▶ _Task instructions_
Copy the records below verbatim, from the first line through the line containing "[829,665,929,783,929,841,872,743,820,671]", inclusive, and output nothing else.

Collected data:
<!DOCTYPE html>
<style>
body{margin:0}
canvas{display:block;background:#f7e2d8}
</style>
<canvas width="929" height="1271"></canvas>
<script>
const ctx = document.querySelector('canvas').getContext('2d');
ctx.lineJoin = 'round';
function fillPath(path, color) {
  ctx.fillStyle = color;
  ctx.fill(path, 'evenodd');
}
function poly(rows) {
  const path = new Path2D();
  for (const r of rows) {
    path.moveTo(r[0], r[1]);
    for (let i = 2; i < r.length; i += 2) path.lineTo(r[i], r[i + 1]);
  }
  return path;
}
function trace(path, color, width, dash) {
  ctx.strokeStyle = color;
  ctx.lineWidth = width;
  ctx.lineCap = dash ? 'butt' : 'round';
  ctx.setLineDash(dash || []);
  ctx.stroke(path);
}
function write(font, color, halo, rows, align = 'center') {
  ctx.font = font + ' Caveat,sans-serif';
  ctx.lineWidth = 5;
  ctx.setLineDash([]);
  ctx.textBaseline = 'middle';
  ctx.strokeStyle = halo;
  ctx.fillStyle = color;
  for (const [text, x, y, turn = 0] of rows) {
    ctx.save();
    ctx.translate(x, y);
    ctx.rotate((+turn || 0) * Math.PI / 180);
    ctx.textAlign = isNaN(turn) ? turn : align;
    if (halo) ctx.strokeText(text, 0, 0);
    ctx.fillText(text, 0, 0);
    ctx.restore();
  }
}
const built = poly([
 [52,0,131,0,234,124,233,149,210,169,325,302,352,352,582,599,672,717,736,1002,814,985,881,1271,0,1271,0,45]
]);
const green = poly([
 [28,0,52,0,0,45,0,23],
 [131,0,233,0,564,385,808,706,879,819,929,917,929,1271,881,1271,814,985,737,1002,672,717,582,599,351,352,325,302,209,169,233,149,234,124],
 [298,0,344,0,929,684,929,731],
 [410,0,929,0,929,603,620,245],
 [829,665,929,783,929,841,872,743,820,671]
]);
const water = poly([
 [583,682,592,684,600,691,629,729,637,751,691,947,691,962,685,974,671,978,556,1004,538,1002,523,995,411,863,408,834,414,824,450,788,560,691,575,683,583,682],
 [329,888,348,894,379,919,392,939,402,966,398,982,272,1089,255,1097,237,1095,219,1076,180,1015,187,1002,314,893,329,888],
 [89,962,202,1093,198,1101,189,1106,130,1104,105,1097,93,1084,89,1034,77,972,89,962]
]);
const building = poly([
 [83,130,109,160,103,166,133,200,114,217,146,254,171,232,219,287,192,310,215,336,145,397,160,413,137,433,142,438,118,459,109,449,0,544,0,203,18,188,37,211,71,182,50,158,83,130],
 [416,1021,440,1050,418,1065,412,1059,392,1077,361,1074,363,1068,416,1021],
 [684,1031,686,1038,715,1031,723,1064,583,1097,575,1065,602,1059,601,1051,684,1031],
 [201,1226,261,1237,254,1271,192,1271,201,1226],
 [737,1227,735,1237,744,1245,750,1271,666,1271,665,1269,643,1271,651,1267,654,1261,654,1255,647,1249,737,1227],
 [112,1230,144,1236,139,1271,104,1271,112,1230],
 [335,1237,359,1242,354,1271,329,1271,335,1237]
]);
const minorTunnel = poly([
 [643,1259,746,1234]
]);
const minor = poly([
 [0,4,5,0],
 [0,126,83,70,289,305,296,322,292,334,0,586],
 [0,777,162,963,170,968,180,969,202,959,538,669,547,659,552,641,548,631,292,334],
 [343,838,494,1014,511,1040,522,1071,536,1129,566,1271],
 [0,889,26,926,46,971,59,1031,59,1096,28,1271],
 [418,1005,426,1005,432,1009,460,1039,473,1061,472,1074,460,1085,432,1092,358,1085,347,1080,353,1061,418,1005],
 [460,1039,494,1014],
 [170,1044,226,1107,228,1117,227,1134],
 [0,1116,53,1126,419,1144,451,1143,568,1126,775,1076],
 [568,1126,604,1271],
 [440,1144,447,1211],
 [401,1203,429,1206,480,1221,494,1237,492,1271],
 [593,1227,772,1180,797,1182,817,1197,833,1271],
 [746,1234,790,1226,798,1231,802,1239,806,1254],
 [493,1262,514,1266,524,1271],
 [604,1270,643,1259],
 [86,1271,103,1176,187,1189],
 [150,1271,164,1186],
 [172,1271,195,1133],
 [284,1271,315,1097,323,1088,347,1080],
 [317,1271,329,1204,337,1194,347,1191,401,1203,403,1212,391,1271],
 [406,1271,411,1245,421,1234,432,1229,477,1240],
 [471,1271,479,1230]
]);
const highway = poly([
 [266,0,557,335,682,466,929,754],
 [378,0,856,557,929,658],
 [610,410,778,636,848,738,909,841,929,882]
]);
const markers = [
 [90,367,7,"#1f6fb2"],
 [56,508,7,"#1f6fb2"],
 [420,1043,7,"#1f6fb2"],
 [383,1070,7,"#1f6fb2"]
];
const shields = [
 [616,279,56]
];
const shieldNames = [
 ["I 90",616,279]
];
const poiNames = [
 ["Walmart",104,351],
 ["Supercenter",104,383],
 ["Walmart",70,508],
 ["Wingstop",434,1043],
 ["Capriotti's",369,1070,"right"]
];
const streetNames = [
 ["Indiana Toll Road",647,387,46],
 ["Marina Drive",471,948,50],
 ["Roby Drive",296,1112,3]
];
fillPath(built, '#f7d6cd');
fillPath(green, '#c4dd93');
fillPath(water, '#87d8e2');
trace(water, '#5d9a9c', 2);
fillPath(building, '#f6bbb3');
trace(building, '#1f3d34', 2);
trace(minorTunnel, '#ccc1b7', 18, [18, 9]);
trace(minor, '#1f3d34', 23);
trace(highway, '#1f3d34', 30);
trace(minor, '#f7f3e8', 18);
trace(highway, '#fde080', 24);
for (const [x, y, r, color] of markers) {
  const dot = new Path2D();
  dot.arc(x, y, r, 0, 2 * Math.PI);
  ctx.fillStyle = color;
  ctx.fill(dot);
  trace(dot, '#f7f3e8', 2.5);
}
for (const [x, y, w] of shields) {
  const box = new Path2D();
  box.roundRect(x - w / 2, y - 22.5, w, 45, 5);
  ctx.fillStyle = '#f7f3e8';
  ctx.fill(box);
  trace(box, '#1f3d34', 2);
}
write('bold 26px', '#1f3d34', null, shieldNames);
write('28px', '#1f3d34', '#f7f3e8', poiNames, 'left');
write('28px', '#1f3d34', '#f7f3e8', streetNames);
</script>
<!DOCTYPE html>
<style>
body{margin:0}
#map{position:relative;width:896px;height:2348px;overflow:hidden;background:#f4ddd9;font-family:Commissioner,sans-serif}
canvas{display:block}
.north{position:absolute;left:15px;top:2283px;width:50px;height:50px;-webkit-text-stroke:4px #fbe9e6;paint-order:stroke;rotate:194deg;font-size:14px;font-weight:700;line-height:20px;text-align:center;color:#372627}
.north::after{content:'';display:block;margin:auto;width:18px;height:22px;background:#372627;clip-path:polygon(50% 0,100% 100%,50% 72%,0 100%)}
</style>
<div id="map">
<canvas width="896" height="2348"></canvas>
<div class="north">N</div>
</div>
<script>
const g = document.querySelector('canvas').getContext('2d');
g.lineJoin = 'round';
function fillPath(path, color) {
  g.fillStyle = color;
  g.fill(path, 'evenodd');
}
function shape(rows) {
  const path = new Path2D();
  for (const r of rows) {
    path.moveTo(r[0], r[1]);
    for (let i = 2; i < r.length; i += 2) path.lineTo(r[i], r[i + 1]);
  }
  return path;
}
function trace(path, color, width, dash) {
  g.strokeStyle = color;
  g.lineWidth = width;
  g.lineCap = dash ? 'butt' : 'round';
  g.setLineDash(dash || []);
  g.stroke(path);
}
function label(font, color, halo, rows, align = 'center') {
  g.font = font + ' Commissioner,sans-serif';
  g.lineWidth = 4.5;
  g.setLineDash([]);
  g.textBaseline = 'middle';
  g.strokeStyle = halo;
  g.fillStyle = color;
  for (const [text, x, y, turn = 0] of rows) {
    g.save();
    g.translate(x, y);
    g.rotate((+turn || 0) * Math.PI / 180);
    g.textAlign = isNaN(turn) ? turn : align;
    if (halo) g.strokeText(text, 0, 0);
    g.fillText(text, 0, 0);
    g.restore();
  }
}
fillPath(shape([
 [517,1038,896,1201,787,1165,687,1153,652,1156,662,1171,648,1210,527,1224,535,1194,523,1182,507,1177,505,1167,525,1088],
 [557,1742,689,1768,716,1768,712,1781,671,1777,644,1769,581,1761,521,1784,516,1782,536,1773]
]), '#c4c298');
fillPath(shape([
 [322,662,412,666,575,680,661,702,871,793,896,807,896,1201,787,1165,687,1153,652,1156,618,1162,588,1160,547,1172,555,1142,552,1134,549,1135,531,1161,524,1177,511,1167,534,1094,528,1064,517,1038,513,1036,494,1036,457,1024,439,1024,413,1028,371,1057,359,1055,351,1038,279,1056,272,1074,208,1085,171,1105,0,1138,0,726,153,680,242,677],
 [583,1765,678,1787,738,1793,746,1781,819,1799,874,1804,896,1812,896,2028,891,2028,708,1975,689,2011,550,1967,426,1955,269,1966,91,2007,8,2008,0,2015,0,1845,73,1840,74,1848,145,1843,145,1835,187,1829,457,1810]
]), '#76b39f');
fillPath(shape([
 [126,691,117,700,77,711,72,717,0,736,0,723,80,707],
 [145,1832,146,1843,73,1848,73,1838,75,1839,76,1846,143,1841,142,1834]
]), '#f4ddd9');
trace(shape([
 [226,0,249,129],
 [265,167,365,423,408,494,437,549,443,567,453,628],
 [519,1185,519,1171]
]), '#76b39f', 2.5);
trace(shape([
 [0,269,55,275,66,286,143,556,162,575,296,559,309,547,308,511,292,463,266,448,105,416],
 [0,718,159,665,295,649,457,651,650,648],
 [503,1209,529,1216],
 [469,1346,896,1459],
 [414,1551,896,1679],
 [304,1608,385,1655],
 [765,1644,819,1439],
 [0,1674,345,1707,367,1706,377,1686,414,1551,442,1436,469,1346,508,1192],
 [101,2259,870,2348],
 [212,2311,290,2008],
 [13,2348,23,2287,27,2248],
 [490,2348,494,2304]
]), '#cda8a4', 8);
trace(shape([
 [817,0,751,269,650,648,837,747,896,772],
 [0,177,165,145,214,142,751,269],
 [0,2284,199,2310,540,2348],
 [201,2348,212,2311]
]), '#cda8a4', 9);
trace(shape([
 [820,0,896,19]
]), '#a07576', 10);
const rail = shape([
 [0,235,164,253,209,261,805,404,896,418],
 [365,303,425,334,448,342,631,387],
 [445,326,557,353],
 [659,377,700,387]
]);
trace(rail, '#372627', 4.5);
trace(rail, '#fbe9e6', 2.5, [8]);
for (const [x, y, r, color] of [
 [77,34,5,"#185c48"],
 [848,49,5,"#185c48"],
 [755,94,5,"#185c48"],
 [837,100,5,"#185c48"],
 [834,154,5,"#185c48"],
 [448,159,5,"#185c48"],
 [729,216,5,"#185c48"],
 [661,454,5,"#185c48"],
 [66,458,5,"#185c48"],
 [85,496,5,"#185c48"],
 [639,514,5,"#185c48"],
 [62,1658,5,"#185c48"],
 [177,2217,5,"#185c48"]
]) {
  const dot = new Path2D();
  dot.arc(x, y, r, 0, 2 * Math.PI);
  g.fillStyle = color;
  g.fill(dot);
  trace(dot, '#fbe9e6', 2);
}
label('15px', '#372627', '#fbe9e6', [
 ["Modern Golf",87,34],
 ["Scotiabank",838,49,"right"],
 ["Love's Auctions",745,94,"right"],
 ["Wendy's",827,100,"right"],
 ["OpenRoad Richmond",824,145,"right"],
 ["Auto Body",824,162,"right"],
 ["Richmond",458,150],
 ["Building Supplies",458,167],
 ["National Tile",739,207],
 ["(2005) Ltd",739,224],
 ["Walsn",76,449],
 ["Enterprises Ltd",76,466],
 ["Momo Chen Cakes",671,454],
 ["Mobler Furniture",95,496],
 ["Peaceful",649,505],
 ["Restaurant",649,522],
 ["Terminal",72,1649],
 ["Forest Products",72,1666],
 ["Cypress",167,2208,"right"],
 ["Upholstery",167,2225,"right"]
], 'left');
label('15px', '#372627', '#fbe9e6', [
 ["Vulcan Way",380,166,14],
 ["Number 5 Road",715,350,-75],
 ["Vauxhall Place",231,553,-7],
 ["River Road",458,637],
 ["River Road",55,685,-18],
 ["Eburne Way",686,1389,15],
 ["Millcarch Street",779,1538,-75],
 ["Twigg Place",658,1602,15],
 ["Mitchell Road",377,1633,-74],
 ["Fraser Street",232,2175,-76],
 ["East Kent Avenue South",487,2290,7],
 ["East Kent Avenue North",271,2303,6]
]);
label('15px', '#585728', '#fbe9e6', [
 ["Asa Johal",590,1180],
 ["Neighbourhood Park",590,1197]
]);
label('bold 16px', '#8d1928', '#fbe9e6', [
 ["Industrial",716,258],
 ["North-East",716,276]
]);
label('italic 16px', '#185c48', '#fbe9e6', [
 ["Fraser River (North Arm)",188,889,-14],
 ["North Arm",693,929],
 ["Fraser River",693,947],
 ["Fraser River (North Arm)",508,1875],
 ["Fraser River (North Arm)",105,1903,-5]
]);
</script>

▶ _Response for this exercise_
<!DOCTYPE html>
<style>
body{margin:0}
canvas{display:block;background:#f7e2d8}
</style>
<canvas width="929" height="1271"></canvas>
<script>
const ctx = document.querySelector('canvas').getContext('2d');
ctx.lineJoin = 'round';
function fillPath(path, color) {
  ctx.fillStyle = color;
  ctx.fill(path, 'evenodd');
}
function poly(rows) {
  const path = new Path2D();
  for (const r of rows) {
    path.moveTo(r[0], r[1]);
    for (let i = 2; i < r.length; i += 2) path.lineTo(r[i], r[i + 1]);
  }
  return path;
}
function trace(path, color, width, dash) {
  ctx.strokeStyle = color;
  ctx.lineWidth = width;
  ctx.lineCap = dash ? 'butt' : 'round';
  ctx.setLineDash(dash || []);
  ctx.stroke(path);
}
function write(font, color, halo, rows, align = 'center') {
  ctx.font = font + ' Caveat,sans-serif';
  ctx.lineWidth = 5;
  ctx.setLineDash([]);
  ctx.textBaseline = 'middle';
  ctx.strokeStyle = halo;
  ctx.fillStyle = color;
  for (const [text, x, y, turn = 0] of rows) {
    ctx.save();
    ctx.translate(x, y);
    ctx.rotate((+turn || 0) * Math.PI / 180);
    ctx.textAlign = isNaN(turn) ? turn : align;
    if (halo) ctx.strokeText(text, 0, 0);
    ctx.fillText(text, 0, 0);
    ctx.restore();
  }
}
const built = poly([
 [52,0,131,0,234,124,233,149,210,169,325,302,352,352,582,599,672,717,736,1002,814,985,881,1271,0,1271,0,45]
]);
const green = poly([
 [28,0,52,0,0,45,0,23],
 [131,0,233,0,564,385,808,706,879,819,929,917,929,1271,881,1271,814,985,737,1002,672,717,582,599,351,352,325,302,209,169,233,149,234,124],
 [298,0,344,0,929,684,929,731],
 [410,0,929,0,929,603,620,245],
 [829,665,929,783,929,841,872,743,820,671]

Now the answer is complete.